▶ _PROBLEM_:
From the listing below, pull out all lines with "sans" in them.

▶ _SOURCE MATERIAL_:
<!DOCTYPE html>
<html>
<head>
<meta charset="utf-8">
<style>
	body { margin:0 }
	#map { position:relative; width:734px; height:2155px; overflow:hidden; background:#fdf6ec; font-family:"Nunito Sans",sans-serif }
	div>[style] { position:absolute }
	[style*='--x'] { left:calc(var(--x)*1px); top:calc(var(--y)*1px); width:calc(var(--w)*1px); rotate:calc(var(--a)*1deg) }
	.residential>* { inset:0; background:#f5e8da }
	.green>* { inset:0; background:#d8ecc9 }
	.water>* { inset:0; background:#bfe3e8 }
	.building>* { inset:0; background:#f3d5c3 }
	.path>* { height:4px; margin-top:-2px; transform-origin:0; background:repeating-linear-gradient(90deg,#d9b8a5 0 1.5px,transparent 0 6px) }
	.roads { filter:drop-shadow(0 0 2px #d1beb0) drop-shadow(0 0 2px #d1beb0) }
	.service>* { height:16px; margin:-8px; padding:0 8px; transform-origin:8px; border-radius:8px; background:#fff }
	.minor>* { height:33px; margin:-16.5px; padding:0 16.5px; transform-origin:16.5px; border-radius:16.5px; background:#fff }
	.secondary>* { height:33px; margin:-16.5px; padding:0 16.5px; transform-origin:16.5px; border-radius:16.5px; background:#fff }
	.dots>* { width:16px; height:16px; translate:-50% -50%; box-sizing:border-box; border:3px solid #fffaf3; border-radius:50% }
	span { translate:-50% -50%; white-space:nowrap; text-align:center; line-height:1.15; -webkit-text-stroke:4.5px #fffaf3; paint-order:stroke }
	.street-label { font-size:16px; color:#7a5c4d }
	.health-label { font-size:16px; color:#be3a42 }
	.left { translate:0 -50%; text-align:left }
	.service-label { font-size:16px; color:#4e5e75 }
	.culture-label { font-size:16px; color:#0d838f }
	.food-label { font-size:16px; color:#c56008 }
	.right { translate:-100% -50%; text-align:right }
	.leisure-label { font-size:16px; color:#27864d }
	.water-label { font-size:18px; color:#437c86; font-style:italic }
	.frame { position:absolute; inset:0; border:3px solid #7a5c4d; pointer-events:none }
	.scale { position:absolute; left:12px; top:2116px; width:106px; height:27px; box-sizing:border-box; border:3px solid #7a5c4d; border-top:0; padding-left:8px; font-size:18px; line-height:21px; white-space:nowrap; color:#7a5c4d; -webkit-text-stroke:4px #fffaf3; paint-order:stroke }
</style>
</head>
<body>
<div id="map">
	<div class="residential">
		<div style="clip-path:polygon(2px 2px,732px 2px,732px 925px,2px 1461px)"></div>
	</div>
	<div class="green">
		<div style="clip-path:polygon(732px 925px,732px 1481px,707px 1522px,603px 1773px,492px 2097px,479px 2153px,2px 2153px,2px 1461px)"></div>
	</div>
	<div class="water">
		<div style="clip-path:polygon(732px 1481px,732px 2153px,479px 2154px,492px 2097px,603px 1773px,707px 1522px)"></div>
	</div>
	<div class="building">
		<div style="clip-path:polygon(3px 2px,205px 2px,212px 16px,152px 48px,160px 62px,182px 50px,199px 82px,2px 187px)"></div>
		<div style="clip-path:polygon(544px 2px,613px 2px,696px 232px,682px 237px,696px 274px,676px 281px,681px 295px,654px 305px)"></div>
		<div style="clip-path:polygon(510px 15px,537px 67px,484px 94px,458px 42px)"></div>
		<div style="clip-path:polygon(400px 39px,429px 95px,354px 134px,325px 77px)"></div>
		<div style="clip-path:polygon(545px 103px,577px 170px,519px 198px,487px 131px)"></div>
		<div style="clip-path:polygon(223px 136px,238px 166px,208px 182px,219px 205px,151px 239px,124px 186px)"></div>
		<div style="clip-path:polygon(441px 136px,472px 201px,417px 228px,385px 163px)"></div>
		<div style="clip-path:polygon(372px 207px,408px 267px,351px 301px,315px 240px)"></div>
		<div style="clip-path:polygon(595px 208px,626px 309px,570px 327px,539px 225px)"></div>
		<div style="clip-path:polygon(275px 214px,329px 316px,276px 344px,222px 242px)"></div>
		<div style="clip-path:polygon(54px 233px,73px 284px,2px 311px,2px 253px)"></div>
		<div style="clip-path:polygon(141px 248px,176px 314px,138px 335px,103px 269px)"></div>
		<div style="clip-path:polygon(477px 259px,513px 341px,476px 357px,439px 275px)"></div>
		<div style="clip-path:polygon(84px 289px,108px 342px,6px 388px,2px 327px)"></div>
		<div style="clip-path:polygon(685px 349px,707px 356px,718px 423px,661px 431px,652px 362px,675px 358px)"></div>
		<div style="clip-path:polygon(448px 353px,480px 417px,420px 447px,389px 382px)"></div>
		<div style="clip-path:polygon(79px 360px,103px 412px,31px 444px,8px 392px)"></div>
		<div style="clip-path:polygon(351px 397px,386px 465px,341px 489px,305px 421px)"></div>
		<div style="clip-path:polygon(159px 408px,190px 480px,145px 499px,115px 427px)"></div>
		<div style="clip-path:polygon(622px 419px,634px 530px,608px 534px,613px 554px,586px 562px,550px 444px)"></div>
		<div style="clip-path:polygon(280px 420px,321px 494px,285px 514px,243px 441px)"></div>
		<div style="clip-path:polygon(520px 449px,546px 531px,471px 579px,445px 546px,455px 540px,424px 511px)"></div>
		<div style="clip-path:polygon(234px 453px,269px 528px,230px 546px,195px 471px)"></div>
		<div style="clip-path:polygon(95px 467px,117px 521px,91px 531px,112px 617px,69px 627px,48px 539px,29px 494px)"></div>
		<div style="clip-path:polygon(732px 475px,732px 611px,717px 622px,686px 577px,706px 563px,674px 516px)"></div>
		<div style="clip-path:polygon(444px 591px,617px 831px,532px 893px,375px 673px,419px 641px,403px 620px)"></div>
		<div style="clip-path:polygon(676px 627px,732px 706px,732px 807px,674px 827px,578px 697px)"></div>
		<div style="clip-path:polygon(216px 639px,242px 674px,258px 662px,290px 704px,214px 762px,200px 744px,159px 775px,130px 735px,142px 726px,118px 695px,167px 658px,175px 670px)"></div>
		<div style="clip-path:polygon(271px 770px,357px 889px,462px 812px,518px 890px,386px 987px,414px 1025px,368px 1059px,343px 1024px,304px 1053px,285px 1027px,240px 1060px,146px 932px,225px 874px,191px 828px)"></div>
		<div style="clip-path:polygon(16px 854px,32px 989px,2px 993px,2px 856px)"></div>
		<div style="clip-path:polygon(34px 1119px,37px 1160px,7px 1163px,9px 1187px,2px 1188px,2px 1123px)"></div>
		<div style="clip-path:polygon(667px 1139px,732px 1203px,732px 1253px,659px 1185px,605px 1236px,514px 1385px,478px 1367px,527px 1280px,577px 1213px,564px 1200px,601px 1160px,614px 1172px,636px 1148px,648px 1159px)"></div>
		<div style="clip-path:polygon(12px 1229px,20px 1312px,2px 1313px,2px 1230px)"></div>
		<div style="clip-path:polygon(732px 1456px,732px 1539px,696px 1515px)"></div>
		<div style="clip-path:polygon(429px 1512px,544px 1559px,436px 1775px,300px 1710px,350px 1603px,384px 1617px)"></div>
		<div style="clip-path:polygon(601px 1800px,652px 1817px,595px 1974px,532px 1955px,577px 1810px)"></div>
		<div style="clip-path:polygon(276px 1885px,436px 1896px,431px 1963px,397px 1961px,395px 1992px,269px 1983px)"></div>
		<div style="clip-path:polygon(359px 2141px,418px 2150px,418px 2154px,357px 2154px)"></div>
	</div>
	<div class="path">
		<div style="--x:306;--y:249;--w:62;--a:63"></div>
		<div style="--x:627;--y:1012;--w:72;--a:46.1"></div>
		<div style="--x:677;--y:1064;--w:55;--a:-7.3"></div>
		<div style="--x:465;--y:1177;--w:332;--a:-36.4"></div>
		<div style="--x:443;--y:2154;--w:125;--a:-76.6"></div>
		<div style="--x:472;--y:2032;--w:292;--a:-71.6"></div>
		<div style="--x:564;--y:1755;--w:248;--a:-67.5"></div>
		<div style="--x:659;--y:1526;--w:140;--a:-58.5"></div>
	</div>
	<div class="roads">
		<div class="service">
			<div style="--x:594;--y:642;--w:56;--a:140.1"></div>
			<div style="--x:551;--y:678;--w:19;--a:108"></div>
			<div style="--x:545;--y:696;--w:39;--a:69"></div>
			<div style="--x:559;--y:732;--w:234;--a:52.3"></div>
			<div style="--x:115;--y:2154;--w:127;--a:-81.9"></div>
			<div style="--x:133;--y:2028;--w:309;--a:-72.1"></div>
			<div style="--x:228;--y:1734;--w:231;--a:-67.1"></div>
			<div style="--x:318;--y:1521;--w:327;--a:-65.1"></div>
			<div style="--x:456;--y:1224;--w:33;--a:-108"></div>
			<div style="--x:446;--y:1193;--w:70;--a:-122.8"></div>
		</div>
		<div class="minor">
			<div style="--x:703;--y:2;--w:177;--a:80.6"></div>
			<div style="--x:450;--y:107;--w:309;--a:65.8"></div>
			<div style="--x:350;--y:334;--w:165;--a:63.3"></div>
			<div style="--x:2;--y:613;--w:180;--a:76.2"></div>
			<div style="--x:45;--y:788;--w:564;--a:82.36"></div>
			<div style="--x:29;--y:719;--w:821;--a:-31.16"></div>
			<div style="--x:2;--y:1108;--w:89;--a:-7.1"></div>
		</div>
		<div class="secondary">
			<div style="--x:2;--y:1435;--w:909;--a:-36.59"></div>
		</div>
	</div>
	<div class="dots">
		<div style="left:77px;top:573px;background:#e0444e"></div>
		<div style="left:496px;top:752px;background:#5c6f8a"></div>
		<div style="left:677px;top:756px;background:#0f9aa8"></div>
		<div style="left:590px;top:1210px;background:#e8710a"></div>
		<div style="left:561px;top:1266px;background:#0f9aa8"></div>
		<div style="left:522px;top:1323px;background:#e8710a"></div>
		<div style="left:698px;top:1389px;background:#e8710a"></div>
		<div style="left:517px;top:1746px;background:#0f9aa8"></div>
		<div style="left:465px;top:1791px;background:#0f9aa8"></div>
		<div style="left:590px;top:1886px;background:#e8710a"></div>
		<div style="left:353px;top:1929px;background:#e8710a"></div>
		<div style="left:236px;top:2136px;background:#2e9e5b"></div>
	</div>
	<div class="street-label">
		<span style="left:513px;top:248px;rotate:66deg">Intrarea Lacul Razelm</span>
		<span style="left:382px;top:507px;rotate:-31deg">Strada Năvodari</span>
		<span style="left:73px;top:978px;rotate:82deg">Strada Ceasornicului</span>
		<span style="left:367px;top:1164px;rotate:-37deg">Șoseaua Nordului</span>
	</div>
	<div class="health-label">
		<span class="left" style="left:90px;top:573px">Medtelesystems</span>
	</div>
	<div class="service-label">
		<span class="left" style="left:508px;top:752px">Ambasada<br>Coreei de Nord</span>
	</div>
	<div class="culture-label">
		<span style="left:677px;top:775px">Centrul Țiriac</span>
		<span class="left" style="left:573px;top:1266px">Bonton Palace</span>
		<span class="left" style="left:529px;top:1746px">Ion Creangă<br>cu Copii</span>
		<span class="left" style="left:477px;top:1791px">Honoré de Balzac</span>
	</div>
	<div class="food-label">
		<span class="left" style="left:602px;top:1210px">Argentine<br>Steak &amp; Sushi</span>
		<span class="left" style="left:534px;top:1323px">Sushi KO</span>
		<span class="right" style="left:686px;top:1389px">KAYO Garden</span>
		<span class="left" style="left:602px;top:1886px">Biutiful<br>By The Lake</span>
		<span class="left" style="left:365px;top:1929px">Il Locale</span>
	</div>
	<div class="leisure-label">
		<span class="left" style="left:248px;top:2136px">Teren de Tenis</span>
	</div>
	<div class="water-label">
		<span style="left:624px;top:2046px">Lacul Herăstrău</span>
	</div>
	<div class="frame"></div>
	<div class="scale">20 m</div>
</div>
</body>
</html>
---
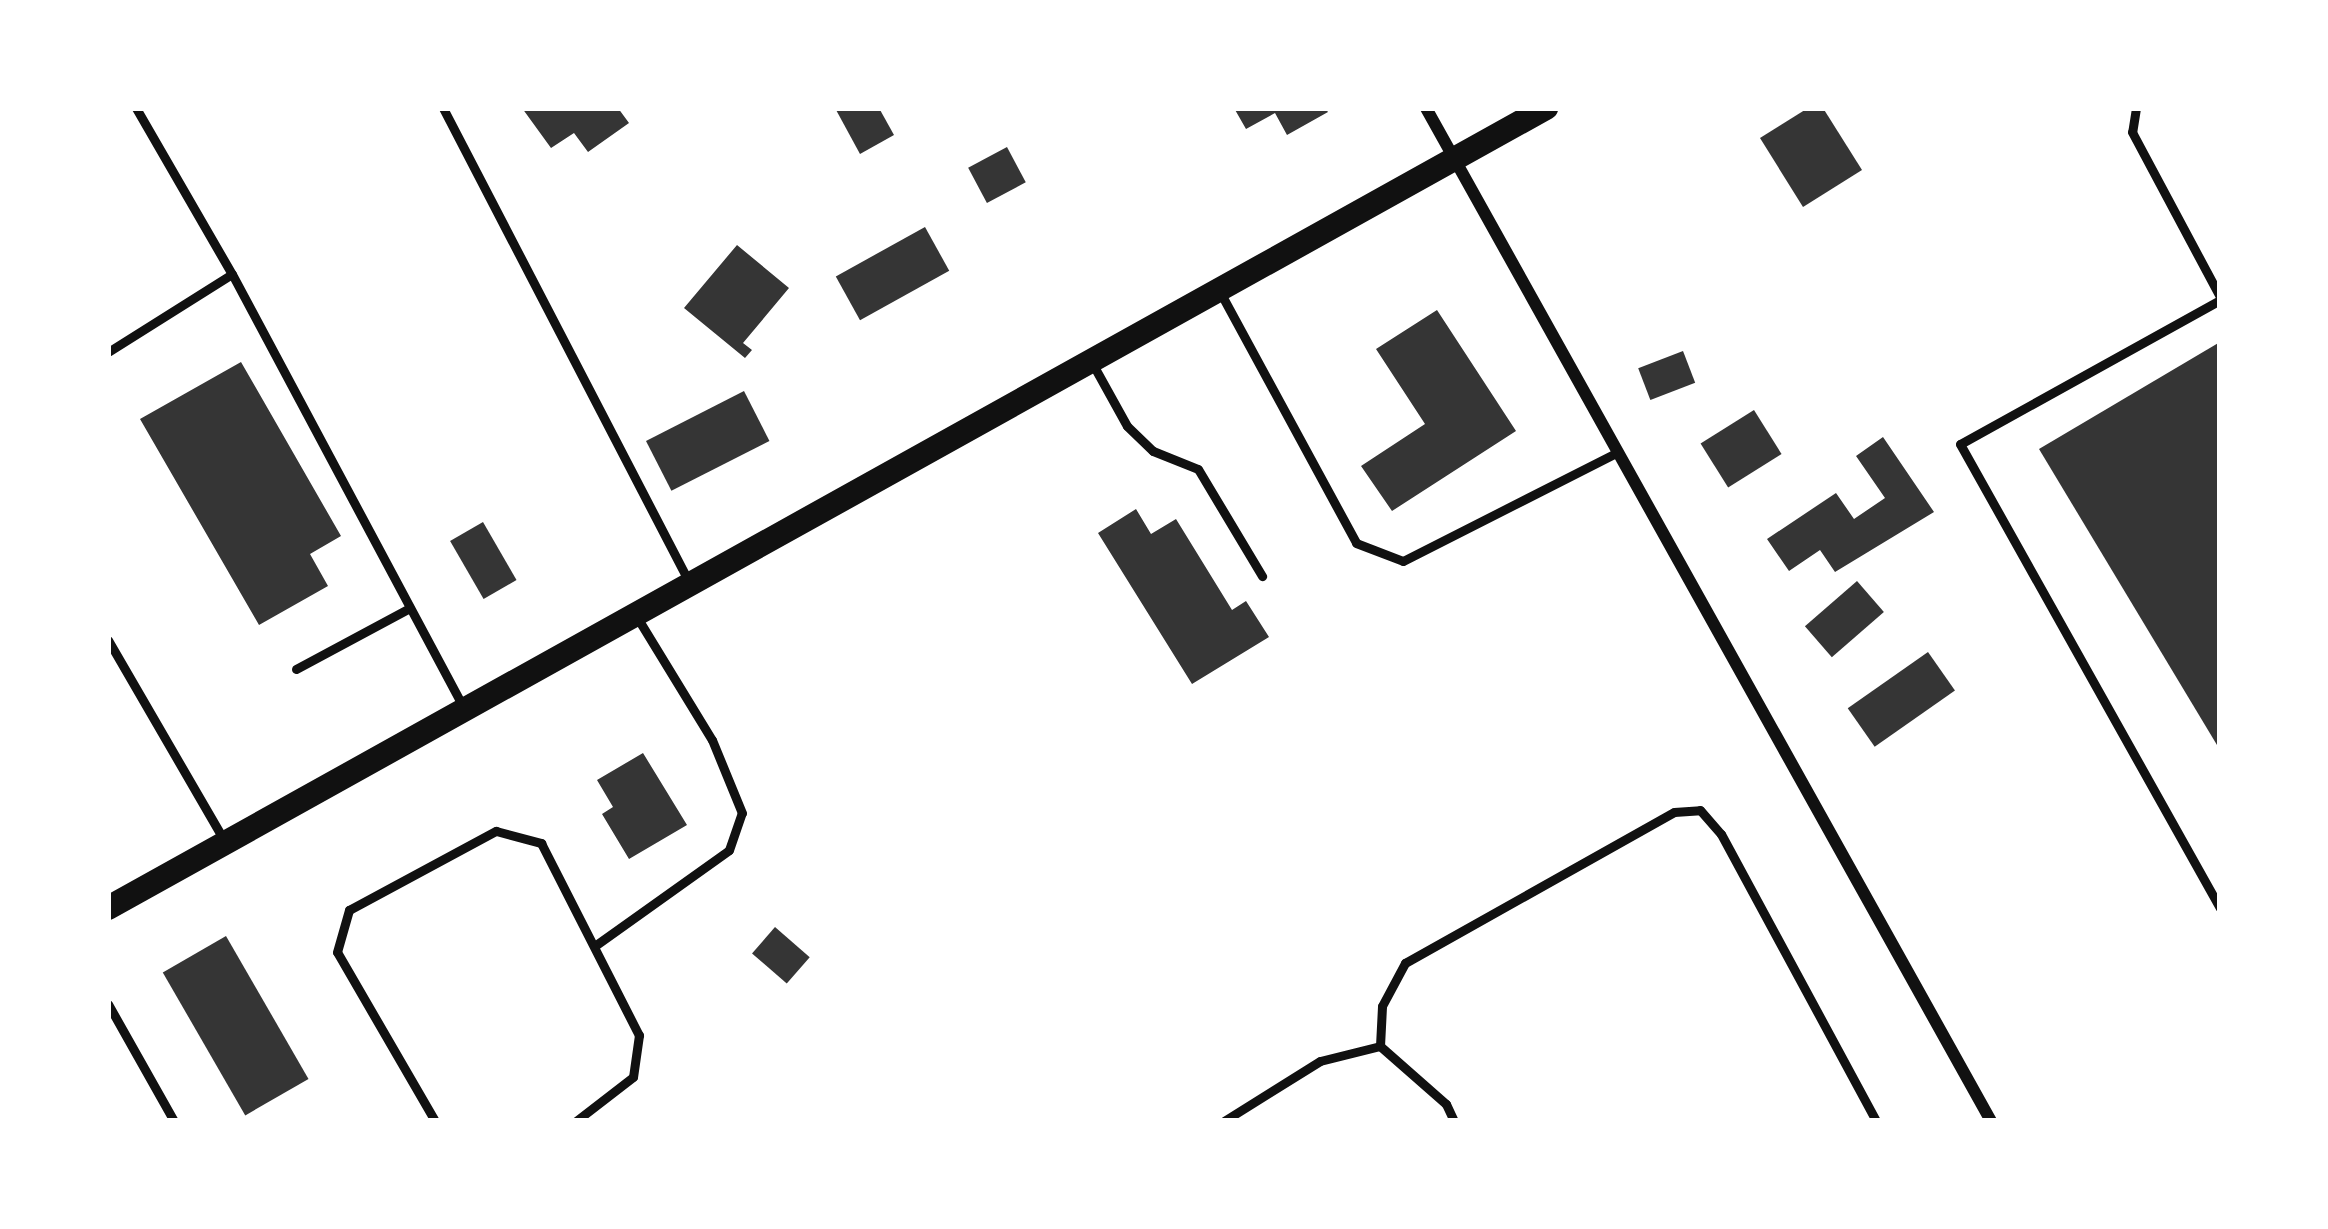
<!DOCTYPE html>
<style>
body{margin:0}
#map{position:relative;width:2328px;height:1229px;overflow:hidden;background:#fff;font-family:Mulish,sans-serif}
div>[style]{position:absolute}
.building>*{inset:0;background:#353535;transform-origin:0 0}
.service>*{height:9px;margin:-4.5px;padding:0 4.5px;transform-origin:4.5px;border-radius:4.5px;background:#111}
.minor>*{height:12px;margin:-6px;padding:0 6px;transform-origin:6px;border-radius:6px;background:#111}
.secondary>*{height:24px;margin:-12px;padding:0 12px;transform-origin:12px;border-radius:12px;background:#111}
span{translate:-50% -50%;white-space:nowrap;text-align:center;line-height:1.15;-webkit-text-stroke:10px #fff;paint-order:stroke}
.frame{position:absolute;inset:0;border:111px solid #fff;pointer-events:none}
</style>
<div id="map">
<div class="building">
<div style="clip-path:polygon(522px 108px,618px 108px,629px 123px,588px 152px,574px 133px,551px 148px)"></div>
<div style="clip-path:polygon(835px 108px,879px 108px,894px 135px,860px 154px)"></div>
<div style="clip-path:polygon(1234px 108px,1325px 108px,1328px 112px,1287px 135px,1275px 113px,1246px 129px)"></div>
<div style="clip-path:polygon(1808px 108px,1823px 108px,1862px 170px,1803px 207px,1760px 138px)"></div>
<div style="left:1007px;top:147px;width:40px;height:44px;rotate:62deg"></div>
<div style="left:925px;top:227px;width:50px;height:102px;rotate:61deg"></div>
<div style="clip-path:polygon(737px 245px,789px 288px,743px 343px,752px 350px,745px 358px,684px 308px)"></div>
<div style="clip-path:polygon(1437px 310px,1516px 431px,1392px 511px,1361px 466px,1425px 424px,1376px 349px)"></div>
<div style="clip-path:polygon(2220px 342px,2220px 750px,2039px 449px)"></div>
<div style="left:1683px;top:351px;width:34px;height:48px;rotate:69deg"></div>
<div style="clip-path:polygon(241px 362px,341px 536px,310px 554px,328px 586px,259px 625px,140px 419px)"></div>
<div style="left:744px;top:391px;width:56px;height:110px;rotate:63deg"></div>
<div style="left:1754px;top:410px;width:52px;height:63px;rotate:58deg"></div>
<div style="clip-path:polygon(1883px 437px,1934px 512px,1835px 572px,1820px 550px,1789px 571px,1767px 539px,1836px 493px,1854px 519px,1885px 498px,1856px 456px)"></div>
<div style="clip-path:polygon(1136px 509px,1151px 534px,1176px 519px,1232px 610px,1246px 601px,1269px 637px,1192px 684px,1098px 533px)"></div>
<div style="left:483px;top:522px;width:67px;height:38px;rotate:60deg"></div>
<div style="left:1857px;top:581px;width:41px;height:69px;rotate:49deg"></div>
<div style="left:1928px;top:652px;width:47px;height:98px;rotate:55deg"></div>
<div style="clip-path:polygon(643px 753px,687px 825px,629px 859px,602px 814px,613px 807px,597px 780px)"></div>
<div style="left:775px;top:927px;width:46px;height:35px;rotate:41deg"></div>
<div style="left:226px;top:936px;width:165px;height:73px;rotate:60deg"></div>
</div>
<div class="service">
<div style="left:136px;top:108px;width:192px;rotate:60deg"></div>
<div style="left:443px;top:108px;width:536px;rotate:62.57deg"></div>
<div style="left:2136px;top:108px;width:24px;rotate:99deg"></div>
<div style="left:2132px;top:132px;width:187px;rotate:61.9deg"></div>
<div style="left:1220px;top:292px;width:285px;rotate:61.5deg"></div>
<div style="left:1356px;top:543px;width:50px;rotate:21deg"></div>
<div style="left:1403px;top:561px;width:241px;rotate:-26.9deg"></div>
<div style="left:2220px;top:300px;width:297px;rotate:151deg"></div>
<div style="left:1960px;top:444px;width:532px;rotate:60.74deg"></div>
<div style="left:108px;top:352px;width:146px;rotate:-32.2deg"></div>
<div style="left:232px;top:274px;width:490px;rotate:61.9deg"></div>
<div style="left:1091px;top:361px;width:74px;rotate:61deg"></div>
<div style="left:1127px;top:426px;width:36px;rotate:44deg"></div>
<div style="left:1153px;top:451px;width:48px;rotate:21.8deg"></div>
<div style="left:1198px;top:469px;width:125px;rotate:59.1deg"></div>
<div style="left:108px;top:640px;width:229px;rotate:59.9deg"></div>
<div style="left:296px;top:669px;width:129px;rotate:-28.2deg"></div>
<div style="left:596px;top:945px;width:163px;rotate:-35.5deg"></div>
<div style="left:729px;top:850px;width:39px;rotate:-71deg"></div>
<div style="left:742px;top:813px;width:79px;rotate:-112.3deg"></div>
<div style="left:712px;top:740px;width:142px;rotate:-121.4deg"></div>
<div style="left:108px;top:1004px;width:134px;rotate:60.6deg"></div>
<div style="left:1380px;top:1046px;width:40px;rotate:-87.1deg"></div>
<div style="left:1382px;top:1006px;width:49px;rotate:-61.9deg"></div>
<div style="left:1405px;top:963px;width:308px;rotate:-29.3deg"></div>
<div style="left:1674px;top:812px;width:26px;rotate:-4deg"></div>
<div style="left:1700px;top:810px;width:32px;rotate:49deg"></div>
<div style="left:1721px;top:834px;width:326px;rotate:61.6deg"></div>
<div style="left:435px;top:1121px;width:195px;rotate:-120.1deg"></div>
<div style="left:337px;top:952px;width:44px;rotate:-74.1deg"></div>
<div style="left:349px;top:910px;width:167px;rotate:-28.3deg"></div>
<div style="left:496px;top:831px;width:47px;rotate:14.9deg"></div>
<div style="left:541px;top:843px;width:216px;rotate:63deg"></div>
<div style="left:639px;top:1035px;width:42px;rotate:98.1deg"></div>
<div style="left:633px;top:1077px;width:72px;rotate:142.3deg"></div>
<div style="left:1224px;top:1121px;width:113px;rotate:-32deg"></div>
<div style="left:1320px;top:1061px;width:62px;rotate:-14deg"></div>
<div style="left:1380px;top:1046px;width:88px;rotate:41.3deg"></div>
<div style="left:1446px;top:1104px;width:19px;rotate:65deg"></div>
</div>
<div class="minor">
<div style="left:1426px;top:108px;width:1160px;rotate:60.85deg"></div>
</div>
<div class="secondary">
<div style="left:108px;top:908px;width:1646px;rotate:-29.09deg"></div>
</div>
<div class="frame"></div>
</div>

▶ _RESPONSE BELOW_:
	#map { position:relative; width:734px; height:2155px; overflow:hidden; background:#fdf6ec; font-family:"Nunito Sans",sans-serif }
#map{position:relative;width:2328px;height:1229px;overflow:hidden;background:#fff;font-family:Mulish,sans-serif}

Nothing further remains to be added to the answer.